Saved data entries -

◆ ◆ ◆ ◆ ◆

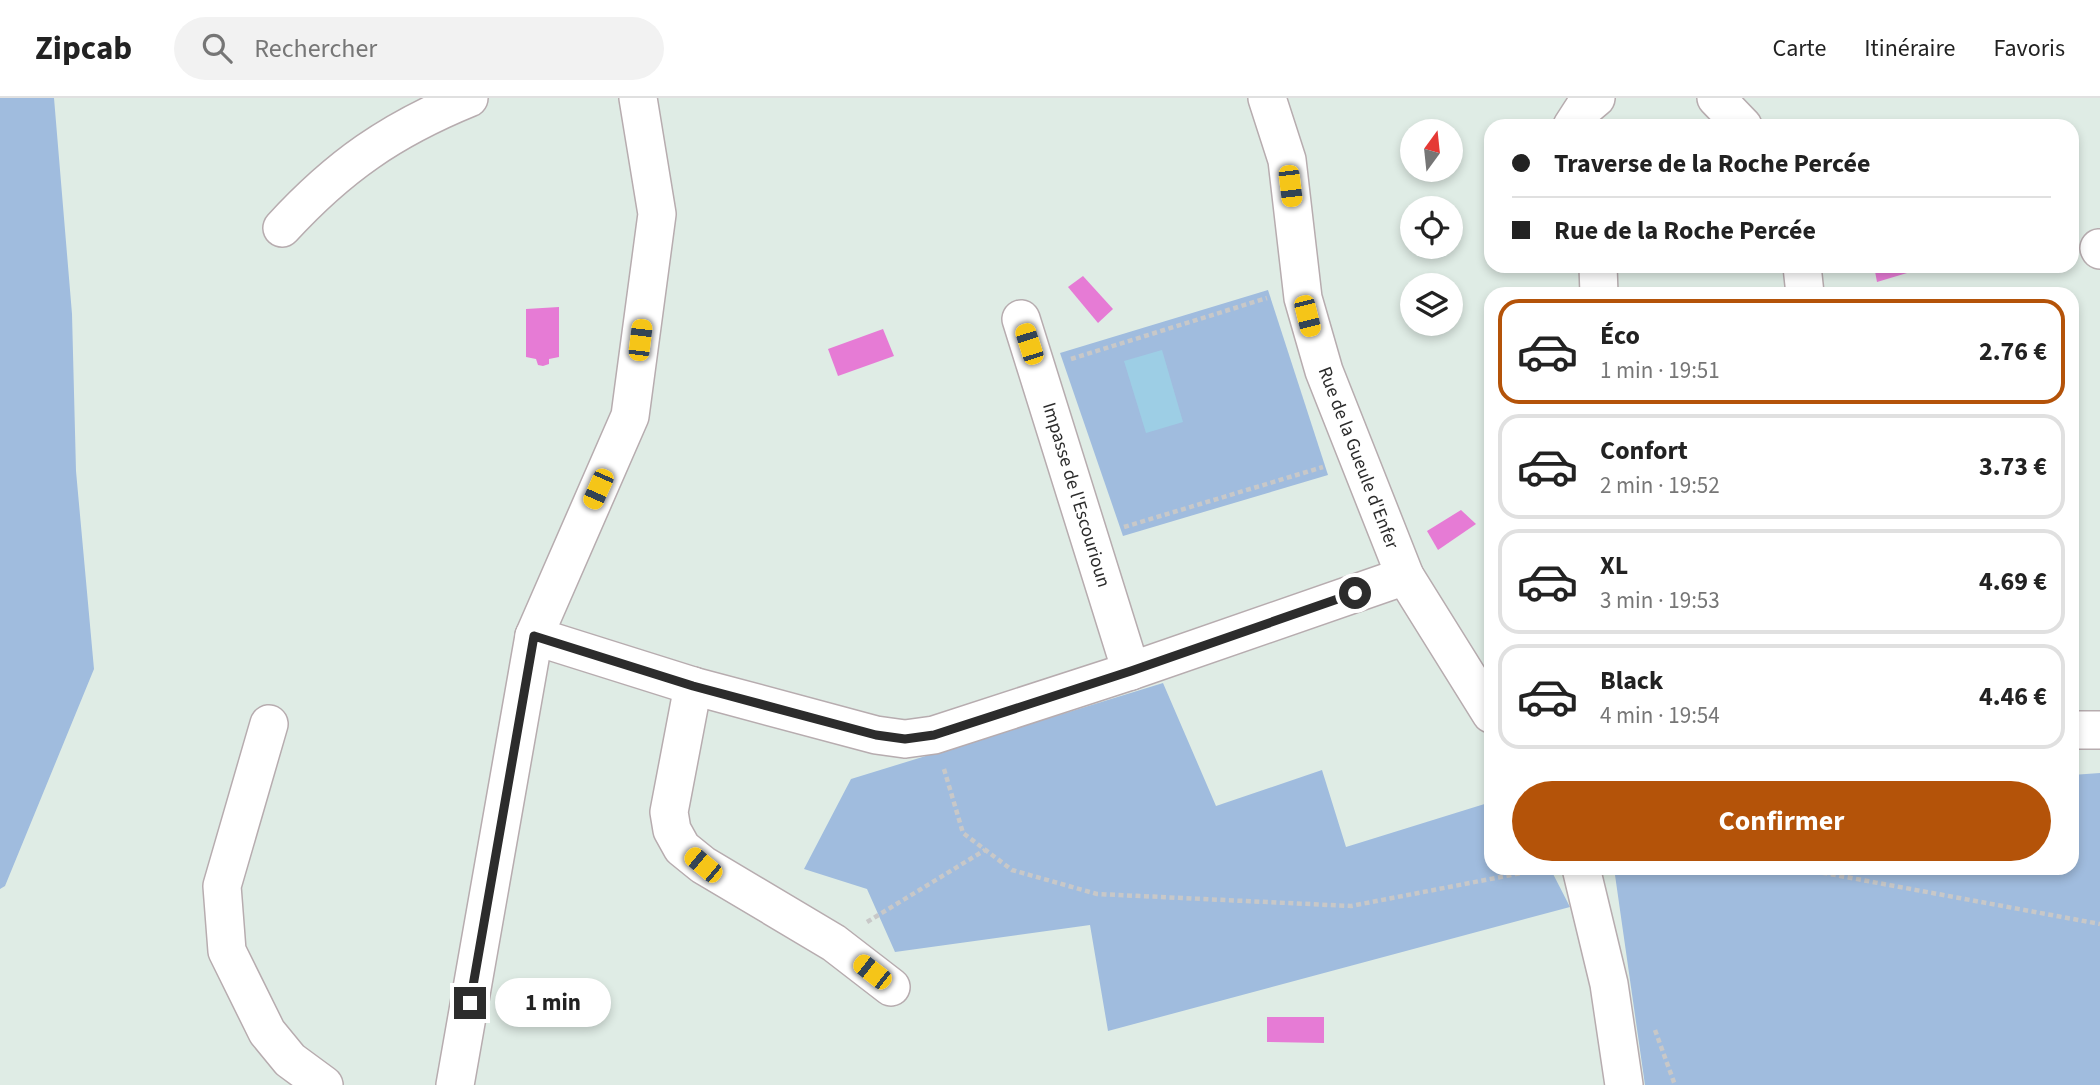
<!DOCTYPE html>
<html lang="fr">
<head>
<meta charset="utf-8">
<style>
  :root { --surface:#fff; --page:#f2f2f2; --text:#222; --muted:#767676; --line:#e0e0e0; --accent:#b45309 }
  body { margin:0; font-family:"Source Sans 3",sans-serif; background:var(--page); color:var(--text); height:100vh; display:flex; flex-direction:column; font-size:26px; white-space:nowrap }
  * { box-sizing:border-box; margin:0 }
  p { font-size:23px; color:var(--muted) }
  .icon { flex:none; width:38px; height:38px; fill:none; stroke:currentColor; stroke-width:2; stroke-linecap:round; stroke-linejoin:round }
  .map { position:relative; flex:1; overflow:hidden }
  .side { position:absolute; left:1484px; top:189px; width:595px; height:588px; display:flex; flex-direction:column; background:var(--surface); border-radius:21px; box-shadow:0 4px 10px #0003 }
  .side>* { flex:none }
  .hud { position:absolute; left:1484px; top:21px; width:595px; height:154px; border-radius:21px; box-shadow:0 4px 10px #0003; display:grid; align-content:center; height:154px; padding:0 28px; background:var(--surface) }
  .needle { width:46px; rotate:15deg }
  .tools { position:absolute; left:1400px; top:21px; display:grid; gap:14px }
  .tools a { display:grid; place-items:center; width:63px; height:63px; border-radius:50%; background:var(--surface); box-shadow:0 4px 10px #0003; font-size:35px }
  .end { position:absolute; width:32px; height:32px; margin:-16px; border:9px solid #2c2c2c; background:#fff; box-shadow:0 0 0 4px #fff }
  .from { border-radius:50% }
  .bubble { position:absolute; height:49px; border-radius:24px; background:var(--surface); box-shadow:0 4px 10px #0003; font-size:23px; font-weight:700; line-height:49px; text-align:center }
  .car { position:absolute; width:21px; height:42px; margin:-21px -10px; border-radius:9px; box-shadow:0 0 5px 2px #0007; background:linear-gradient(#f5c518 24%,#345 0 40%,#f5c518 0 76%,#345 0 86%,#f5c518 0) }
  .hud b { display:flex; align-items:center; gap:24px; height:66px; font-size:26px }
  .hud b+b { border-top:2px solid var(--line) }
  .hud i { width:18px; height:18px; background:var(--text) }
  ul { padding:12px 0 0; list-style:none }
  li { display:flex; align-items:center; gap:21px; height:105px; margin:0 14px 10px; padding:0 14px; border:4px solid var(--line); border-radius:21px }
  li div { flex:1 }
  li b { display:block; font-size:26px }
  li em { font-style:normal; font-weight:700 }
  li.on { border-color:var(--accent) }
  li>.icon { width:63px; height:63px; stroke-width:1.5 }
  .action { display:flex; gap:14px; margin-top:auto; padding:14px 28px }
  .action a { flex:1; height:80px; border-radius:42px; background:var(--accent); color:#fff; font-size:28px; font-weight:700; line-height:80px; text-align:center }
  header { display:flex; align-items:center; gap:42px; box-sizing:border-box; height:98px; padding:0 35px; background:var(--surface); border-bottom:2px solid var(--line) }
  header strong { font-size:33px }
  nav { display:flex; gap:38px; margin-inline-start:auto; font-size:24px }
  .search { width:490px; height:63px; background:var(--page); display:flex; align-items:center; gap:18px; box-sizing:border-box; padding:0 24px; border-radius:38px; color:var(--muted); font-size:26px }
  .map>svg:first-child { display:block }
  .green { fill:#a0bcde }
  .pitch { fill:#9dcee5 }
  .water { fill:#e67bd5 }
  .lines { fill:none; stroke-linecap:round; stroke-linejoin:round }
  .street-casing { stroke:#b7acaf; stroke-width:40 }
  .path { stroke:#c8c8c8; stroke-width:4.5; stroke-dasharray:5 3.5; stroke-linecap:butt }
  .street { stroke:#fff; stroke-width:37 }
  .route { stroke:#2c2c2c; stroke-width:9 }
  .labels { text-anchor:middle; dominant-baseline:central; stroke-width:5; stroke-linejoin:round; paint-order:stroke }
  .street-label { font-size:19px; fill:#2c2c2c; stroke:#fff }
</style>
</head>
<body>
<header>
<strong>Zipcab</strong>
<div class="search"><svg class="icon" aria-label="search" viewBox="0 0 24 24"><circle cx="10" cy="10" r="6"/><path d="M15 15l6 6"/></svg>Rechercher</div>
<nav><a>Carte</a><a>Itinéraire</a><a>Favoris</a></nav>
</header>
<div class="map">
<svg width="2100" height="987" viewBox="0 0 2100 987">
  <rect width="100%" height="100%" fill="#dfece5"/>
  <g class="green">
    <polygon points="0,0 54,0 72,216 76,373 94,571 5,788 0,791"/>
    <polygon points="1268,192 1328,377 1123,438 1060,255"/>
    <polygon points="1163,585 1216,708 1322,672 1346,749 1491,704 1491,770 1550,770 1570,809 1108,933 1090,827 895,854 867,791 804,771 851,681"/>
    <polygon points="2100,675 2100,987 1645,987 1614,770 2072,770 2072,677"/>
  </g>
  <polygon class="pitch" points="1162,252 1183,324 1146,335 1124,263"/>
  <g class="water">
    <polygon points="1874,168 1916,168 1917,172 1877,184"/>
    <polygon points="1083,178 1113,211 1098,225 1068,189"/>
    <polygon points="559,209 559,259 549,261 549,266 543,268 538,267 536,261 526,259 526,211"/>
    <polygon points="883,231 894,258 838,278 828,251"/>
    <polygon points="1461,412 1476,426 1438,452 1427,433"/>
    <polygon points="1267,919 1324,919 1324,945 1267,944"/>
  </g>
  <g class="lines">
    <g class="street-casing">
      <g id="street">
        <polyline points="1267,0 1287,62 1303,200 1324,273 1405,478 1491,616"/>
        <polyline points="1716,0 1743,28"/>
        <polyline points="1572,28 1583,11 1596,0"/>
        <path d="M282 130C339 68 391 32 469 0"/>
        <polyline points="2099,150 2100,152"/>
        <polyline points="1598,168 1599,196"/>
        <polyline points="1802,168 1805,196"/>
        <polyline points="1021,221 1131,573"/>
        <polyline points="534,538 693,588 876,637 905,641 934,637 1131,573 1405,478"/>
        <polyline points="693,588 669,714 672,732 682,750 703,767 834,845 891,889"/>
        <polyline points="269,626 222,788 227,853 267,934 290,962 324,987"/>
        <polyline points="2072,632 2100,632"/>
        <polyline points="1581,770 1609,886 1624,987"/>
        <polyline points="455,987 534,538 630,318 657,116 638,0"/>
      </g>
    </g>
    <g class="path">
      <polyline points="1071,261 1267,200"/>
      <polyline points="1124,429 1323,369"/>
      <polyline points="944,671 963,735 1012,772 1097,796 1351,808 1547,770"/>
      <polyline points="1619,770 1641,773 1808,772 2100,826"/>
      <polyline points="867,824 985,752"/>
      <polyline points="1655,932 1675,987"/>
    </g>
    <use href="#street" class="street"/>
  </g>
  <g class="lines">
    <polyline class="route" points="470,905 534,538 693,588 876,637 905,641 934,637 1131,573 1355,495"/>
  </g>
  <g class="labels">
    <g class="street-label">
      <text transform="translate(1358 360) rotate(69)">Rue de la Gueule d'Enfer</text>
      <text transform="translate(1076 397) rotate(73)">Impasse de l'Escourioun</text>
    </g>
  </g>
</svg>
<div class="tools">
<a><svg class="needle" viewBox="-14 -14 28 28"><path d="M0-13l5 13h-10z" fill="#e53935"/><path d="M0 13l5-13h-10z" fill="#767676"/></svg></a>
<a><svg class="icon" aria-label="locate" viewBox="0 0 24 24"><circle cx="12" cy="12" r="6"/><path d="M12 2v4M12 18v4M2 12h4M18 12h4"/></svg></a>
<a><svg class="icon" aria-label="layers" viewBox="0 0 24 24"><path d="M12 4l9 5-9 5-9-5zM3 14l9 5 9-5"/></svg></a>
</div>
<i class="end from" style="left:1355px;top:495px"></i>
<i class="end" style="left:470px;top:905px"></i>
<div class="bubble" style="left:495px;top:880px;width:116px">1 min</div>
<i class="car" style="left:1290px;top:88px;rotate:173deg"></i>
<i class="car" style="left:1307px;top:218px;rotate:166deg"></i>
<i class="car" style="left:640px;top:242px;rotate:7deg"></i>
<i class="car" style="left:1029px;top:246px;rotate:342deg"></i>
<i class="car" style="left:598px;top:391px;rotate:204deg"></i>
<i class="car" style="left:703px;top:767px;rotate:310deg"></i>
<i class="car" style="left:872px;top:874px;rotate:308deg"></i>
<div class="hud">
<b><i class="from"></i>Traverse de la Roche Percée</b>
<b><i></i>Rue de la Roche Percée</b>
</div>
<section class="side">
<ul>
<li class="on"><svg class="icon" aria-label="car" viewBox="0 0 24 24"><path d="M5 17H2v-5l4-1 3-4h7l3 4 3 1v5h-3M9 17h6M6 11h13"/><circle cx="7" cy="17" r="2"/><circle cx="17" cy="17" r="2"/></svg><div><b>Éco</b><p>1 min · 19:51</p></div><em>2.76 €</em></li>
<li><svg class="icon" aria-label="car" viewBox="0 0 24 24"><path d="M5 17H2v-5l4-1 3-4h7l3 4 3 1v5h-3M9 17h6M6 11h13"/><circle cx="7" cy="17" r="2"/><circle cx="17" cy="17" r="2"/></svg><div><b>Confort</b><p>2 min · 19:52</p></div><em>3.73 €</em></li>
<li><svg class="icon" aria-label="car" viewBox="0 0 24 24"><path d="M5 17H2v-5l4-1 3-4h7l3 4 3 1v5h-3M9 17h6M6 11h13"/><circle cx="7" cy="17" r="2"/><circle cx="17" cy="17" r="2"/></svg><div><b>XL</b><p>3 min · 19:53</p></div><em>4.69 €</em></li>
<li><svg class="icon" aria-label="car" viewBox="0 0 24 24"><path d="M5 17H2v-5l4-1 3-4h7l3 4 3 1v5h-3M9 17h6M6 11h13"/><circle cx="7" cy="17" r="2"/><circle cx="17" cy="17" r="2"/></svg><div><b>Black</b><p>4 min · 19:54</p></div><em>4.46 €</em></li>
</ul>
<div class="action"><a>Confirmer</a></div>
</section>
</div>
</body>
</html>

◆ ◆ ◆ ◆ ◆

Every line from the one containing "min · 19:51</p></div><em>2.76 €</em></li>" to the close of the records must be reproduced exactly. Include both ends and nothing more.

<li class="on"><svg class="icon" aria-label="car" viewBox="0 0 24 24"><path d="M5 17H2v-5l4-1 3-4h7l3 4 3 1v5h-3M9 17h6M6 11h13"/><circle cx="7" cy="17" r="2"/><circle cx="17" cy="17" r="2"/></svg><div><b>Éco</b><p>1 min · 19:51</p></div><em>2.76 €</em></li>
<li><svg class="icon" aria-label="car" viewBox="0 0 24 24"><path d="M5 17H2v-5l4-1 3-4h7l3 4 3 1v5h-3M9 17h6M6 11h13"/><circle cx="7" cy="17" r="2"/><circle cx="17" cy="17" r="2"/></svg><div><b>Confort</b><p>2 min · 19:52</p></div><em>3.73 €</em></li>
<li><svg class="icon" aria-label="car" viewBox="0 0 24 24"><path d="M5 17H2v-5l4-1 3-4h7l3 4 3 1v5h-3M9 17h6M6 11h13"/><circle cx="7" cy="17" r="2"/><circle cx="17" cy="17" r="2"/></svg><div><b>XL</b><p>3 min · 19:53</p></div><em>4.69 €</em></li>
<li><svg class="icon" aria-label="car" viewBox="0 0 24 24"><path d="M5 17H2v-5l4-1 3-4h7l3 4 3 1v5h-3M9 17h6M6 11h13"/><circle cx="7" cy="17" r="2"/><circle cx="17" cy="17" r="2"/></svg><div><b>Black</b><p>4 min · 19:54</p></div><em>4.46 €</em></li>
</ul>
<div class="action"><a>Confirmer</a></div>
</section>
</div>
</body>
</html>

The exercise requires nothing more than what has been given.